Aber! Noch hat die Leserkrabbe Hoffnung. Vielleicht kommt die Erläuterung, wen hier was erleichtert, ja im Folgesatz? Nichts da. Es geht direkt weiter mit: „Eines Nachts war ich mit Judy in der Kiste und sie ging mit dem Brecheisen auf mich los. Ich werde dir den Scheitel neu ziehen, Arschloch. Wie beängstigend. Gegen ein starkes Licht von hinten konnte ich den Schatten ihres Kopfes, ihrer Hand und dieser Brechstange sehen.“ Wer? Warum? Was hat die Ich-Erzählerin Judy getan, dass die mit dem Brecheisen auf sie losgeht? So geht es immer weiter. Kaum hat man sich ein bisschen mit Judy und Chris und den Bäuchen und den Drogen arrangiert, ist die Geschichte schon wieder vorbei. Das wilde Leben. Wie gut, dass es einen zumeist verschont.
Es ist dem Verlag hoch anzurechnen, dass er sich lesbischer Erzählerinnen annimmt. Matthes & Seitz hat 2018 schon Anne Lister dem Vergessen entrissen. Es gibt so viel aufregende queere Literatur zu entdecken, von der Japanerin Nobuko Yoshiya etwa, Violette Leducs „Ravages“, die schon genannte Kathy Acker. Aber „Chelsea Girls“ liest sich stellenweise hart nach Google Translate. Dabei hat Matthes & Seitz etwa Chris Kraus’ „I Love Dick“ in einer sehr guten Übersetzung verlegt.
Die Übersetzung macht das Buch schwerer zugänglich, als es sein müsste.
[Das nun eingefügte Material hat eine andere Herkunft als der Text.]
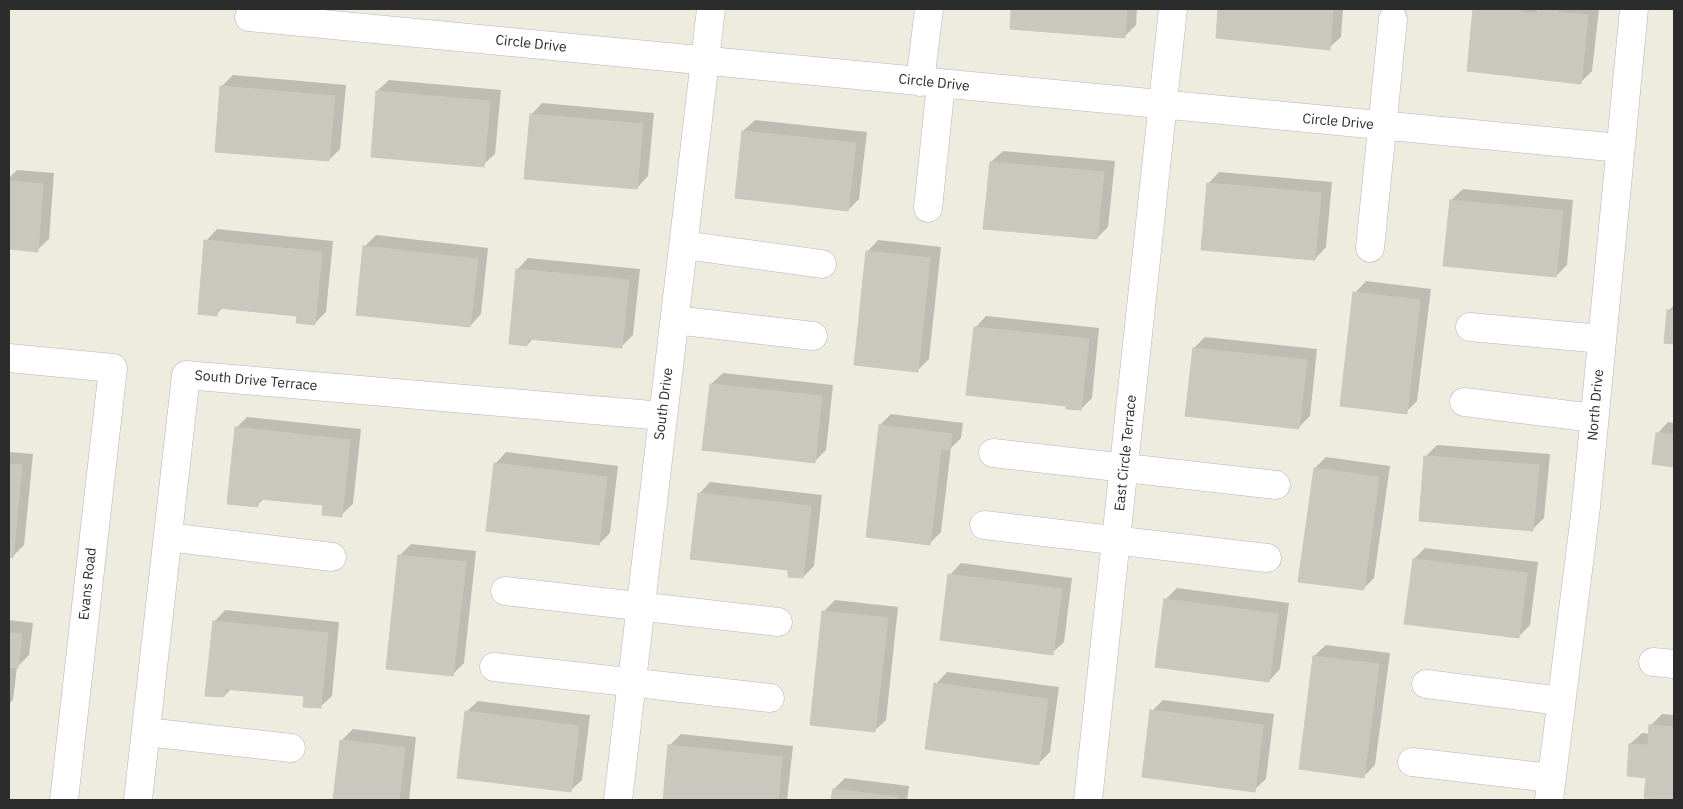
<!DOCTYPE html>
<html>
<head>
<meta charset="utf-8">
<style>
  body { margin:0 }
  #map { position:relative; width:1683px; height:809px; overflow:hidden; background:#eeecdf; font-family:"IBM Plex Sans",sans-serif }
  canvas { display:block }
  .frame { position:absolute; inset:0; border:10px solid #2c2c2c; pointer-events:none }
</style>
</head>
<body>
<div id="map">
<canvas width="1683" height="809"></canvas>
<div class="frame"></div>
</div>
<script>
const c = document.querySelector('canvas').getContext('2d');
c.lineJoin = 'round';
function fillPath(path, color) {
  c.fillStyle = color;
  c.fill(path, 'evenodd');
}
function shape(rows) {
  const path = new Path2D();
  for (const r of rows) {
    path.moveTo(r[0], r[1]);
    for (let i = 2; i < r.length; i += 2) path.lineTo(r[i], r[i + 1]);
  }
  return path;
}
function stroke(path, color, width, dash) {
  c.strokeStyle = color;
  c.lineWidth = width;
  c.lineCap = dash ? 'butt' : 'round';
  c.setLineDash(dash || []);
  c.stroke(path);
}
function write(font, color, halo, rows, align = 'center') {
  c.font = font + ' "IBM Plex Sans",sans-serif';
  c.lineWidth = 4.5;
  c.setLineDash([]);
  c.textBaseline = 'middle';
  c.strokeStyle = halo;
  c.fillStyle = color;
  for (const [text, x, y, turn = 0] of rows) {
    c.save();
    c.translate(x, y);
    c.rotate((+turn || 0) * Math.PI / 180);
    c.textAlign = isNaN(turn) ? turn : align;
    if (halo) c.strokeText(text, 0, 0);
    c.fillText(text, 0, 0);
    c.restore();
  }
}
fillPath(shape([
  [1013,9,1137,9,1136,25,1124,37,1011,27],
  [1219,9,1343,9,1341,37,1329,48,1217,37],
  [1475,9,1599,9,1592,71,1581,82,1468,70],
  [233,75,346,85,340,149,329,160,221,87],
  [389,80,501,90,495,154,483,165,377,91],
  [542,103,654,113,648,176,637,188,531,115],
  [755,120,867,132,859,199,848,210,743,131],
  [1003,151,1115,161,1108,227,1097,238,985,228,991,162],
  [17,170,54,173,49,239,37,250,9,248,9,178],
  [1219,172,1332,182,1326,247,1315,259,1208,184],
  [1463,189,1573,200,1567,265,1556,276,1451,200],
  [217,229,333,241,326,312,314,324,298,315,223,308,216,314,206,241],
  [376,235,488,248,481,314,470,326,364,247],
  [878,240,941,247,929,359,918,370,867,252],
  [528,258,640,269,633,335,622,346,534,338,527,345,517,270],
  [1366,281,1431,289,1417,401,1406,412,1355,293],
  [1674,305,1674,343,1665,342,1668,311],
  [986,316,1099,328,1092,398,1081,409,1067,405,975,328],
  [1205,337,1317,349,1310,416,1299,427,1194,348],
  [723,373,833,385,826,450,815,461,711,384],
  [891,414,963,423,961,438,951,448,941,532,929,544,880,425],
  [247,417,361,429,353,504,341,515,324,504,265,498,257,505,236,428],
  [1668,422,1674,423,1674,465,1654,463,1657,434],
  [1437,445,1550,454,1544,518,1533,529,1420,520,1426,456],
  [9,452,33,454,24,545,13,556,9,556],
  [506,452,618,466,610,533,599,544,495,464],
  [1326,457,1390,466,1374,578,1363,589,1315,468],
  [710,482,822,495,814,566,803,577,790,569,699,494],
  [411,544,476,551,464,663,453,674,400,555],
  [1425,548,1538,562,1530,625,1518,637,1414,559],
  [961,563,1072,578,1064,642,1052,653,950,575],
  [1177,588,1289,603,1280,669,1269,681,1165,600],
  [835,600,898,607,886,720,874,731,824,611],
  [225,610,339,622,332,696,320,707,305,695,232,688,224,696,214,622],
  [9,620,33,623,29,655,17,667,13,700,9,704],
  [1326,645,1390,653,1375,765,1363,777,1314,656],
  [947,672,1059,687,1050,752,1038,764,936,684],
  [1163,700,1274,714,1266,779,1254,790,1152,711],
  [478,701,590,715,582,780,570,791,466,712],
  [1662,714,1674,715,1674,799,1646,797,1647,777,1630,744,1642,733,1650,734,1651,725],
  [353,729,416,737,409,800,334,800,341,741],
  [681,734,793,746,787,800,664,800,670,745],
  [845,778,909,786,907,800,832,800,834,789]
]), '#0003');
const building = shape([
  [1011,9,1127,9,1125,38,1010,29,1011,9],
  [1218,9,1333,9,1330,50,1216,38,1218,9],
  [1473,9,1521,9,1521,12,1538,13,1538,9,1557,9,1557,12,1588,15,1581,84,1467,71,1473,9],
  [220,86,335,96,329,161,215,152,220,86],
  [376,91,490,101,484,167,371,157,376,91],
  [530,114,643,124,637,189,524,179,530,114],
  [742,131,856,143,848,211,735,198,742,131],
  [990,162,1104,172,1097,239,983,229,990,162],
  [9,181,43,184,38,252,9,249,9,181],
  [1207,183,1321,193,1315,260,1201,250,1207,183],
  [1450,200,1563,211,1556,277,1443,266,1450,200],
  [204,240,322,252,315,325,296,323,297,316,218,308,217,316,198,314,204,240],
  [363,246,478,259,470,327,356,315,363,246],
  [866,251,930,258,918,372,854,365,866,251],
  [516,269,629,280,622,348,528,339,527,346,509,344,516,269],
  [1353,292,1420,300,1407,414,1340,406,1353,292],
  [1667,310,1674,311,1674,344,1664,343,1667,310],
  [974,327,1089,339,1081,410,1066,409,1066,406,966,395,974,327],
  [1193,348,1307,360,1299,429,1185,416,1193,348],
  [710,384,822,396,815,463,702,450,710,384],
  [879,425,952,434,950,450,941,449,930,545,866,537,879,425],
  [235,427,350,440,342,517,322,515,323,505,259,499,258,507,227,504,235,427],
  [1656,433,1674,435,1674,467,1652,464,1656,433],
  [1424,456,1539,465,1533,531,1419,521,1424,456],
  [494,463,607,477,599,545,486,531,494,463],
  [9,464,22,465,13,558,9,557,9,464],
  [1314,468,1379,477,1364,590,1298,582,1314,468],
  [698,493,811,506,803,578,788,577,788,570,690,559,698,493],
  [398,555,466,562,453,676,386,669,398,555],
  [1413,559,1527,573,1519,638,1404,624,1413,559],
  [948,574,1062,589,1053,655,940,640,948,574],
  [1164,599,1278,614,1269,682,1155,667,1164,599],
  [822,611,888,618,875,732,810,725,822,611],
  [213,621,328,633,321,708,303,707,304,696,225,689,224,697,205,696,213,621],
  [9,633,22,634,18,668,9,667,9,633],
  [1313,656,1379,664,1364,778,1299,769,1313,656],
  [934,683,1048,699,1039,765,925,749,934,683],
  [1150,710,1263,725,1255,792,1142,777,1150,710],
  [465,711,579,726,571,792,457,778,465,711],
  [1649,725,1674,727,1674,800,1644,798,1646,778,1627,776,1629,744,1648,745,1649,725],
  [340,740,405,748,399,800,333,800,340,740],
  [668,745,782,757,778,800,663,800,668,745],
  [833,789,898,797,898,800,831,800,833,789]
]);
fillPath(building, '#cac8be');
stroke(building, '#cac8b8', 1);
const minor = shape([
  [249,17,1620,148],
  [920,82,929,9],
  [928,208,941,84],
  [684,245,822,264],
  [1370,248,1393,19],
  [675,320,813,336],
  [1470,327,1602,339],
  [9,358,113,368,64,800],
  [1464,402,1594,418],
  [993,453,1276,485],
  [984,525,1267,558],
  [168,537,332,557],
  [505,591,778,622],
  [1653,662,1674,664],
  [494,667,770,698],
  [1426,684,1561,701],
  [146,732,291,748],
  [1412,762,1551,778],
  [138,800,186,375,663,416],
  [618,800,711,9],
  [1088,800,1173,9],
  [1549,800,1586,507,1634,9]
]);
stroke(minor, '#b3b2c0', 29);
stroke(minor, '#fff', 28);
write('14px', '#2c2c2c', '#fff', [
  ["Circle Drive",531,44,6],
  ["Circle Drive",934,83,6],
  ["Circle Drive",1338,122,5],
  ["South Drive Terrace",256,381,5],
  ["South Drive",664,404,-83],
  ["North Drive",1596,405,-85],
  ["East Circle Terrace",1126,453,-84],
  ["Evans Road",88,584,-84]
]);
</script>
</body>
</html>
Was in dem Fall besonders schade ist, weil Eileen Myles neben Kathy Acker einer der Rockstars der lesbischen feministischen Literatur ist, und es hoch interessant gewesen wäre zu sehen, was ihre Literatur mit etwas Abstand vermag. Hat sich „Chelsea Girls“ verfangen in einem Klischee, das es selbst mit erschaffen hat? Wurde es bei der Renovierung stillgelegt wie die Wände des Hotels, nach dem es benannt ist? An manchen Stellen ja, an anderen sieht man die alten Details unter dem Putz. Etwa in der Kurzgeschichte „Meine Narbe“, in der Myles beschreibt, wie die Ich-Erzählerin als Kind beim Vernähen einer Wunde am Knie nur deswegen nicht weinte, weil der Mann im Nebenzimmer, der sich mit einem Rasenmäher die Zehen zerhäckselt hatte, so laut schrie.
JULIANE LIEBERT
Eileen Myles: Chelsea Girls. Aus dem Englischen von Dieter Fuchs. Matthes & Seitz, Berlin 2020. 252 Seiten, 22 Euro.
Es gibt so viel queere Literatur
zu entdecken: Nobuko Yoshiya,
Violette Leduc, Kathy Acker
Einer der Rockstars der lesbisch-feministischen Literatur: Eileen Myles, geboren 1949 in Cambridge, Massachusetts.